All lines of the material below that include the string "canvas" are to be copied.

:: DATA SUPPLIED

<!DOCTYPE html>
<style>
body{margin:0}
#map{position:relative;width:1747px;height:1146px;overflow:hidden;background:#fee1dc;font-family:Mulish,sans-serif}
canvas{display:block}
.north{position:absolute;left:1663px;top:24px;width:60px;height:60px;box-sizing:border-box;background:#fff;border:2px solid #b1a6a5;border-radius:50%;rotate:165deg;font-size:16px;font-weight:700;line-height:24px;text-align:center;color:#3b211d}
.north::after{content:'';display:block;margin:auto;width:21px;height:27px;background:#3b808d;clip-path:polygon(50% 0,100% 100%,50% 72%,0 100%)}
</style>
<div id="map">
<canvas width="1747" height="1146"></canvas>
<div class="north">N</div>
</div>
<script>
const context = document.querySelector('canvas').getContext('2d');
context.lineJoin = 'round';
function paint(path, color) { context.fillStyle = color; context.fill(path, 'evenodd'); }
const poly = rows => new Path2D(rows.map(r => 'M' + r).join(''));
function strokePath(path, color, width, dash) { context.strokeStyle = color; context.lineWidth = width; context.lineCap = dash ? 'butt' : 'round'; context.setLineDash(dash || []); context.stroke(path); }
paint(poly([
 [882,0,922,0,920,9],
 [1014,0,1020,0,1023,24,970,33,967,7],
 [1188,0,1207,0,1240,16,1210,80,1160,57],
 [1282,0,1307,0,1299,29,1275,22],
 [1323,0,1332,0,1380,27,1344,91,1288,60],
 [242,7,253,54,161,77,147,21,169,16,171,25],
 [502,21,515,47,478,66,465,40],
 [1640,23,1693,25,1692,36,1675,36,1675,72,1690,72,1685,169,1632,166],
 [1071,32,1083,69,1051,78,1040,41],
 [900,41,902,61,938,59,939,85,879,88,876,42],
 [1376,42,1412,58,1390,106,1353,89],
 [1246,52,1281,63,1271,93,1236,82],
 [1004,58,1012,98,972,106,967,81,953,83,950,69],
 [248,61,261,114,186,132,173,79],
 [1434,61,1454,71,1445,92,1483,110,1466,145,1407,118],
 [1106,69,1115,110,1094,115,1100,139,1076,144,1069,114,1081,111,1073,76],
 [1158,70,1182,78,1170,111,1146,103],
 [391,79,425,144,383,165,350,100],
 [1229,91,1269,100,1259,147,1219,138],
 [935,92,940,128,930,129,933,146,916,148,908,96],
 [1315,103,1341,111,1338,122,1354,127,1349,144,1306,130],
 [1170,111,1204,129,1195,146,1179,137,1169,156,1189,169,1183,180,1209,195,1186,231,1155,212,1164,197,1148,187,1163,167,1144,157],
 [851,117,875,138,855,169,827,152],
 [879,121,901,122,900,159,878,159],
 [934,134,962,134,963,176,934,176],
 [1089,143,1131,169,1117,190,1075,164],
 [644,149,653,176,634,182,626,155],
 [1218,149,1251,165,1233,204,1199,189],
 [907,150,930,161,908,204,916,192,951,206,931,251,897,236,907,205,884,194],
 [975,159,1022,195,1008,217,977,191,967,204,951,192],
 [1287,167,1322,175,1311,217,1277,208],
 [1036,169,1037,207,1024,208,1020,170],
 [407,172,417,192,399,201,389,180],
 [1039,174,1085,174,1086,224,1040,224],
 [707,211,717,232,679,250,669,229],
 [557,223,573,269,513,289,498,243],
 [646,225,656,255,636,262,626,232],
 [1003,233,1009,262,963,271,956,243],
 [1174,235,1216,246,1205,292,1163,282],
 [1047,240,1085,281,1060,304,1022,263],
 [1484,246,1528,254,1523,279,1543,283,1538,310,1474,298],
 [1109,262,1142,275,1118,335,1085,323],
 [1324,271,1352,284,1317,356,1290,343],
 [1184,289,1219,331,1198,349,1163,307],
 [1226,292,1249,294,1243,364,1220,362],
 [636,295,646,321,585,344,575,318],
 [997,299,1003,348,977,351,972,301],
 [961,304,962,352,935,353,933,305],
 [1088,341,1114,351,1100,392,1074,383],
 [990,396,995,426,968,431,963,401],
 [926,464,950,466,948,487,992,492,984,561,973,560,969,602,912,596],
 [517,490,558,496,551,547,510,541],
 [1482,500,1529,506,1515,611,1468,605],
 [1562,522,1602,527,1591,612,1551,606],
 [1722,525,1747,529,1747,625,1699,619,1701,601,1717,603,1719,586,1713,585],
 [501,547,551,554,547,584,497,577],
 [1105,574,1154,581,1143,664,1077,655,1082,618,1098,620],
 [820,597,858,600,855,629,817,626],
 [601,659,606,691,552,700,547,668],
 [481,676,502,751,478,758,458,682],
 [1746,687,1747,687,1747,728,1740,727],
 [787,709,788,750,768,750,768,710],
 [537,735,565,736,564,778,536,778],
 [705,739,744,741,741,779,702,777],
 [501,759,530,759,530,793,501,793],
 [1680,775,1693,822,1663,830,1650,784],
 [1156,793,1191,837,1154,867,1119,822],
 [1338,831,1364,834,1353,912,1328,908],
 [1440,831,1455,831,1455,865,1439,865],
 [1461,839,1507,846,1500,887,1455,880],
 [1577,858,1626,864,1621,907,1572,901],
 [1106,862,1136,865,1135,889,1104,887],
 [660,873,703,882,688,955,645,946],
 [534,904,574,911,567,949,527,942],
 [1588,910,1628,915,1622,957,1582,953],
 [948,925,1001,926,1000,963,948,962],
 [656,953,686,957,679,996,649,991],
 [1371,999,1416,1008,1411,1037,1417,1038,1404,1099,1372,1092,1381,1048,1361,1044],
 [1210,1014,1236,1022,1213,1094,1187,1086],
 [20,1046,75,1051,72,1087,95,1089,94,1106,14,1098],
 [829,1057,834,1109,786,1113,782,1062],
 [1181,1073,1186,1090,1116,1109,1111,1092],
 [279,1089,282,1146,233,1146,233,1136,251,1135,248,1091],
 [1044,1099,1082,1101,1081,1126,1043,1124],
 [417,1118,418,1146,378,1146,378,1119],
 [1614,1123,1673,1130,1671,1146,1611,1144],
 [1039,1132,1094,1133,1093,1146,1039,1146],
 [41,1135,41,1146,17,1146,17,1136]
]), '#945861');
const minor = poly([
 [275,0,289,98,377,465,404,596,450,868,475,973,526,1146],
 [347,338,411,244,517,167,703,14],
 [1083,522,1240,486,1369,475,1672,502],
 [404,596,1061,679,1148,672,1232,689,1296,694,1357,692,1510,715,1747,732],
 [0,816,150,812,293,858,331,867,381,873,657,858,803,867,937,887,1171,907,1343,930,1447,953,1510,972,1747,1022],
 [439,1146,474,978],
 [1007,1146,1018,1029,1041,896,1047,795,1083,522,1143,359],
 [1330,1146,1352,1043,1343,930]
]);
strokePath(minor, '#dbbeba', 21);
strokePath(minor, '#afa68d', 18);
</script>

::::

* [ANSWER FOR THE TASK]:
canvas{display:block}
<canvas width="1747" height="1146"></canvas>
const context = document.querySelector('canvas').getContext('2d');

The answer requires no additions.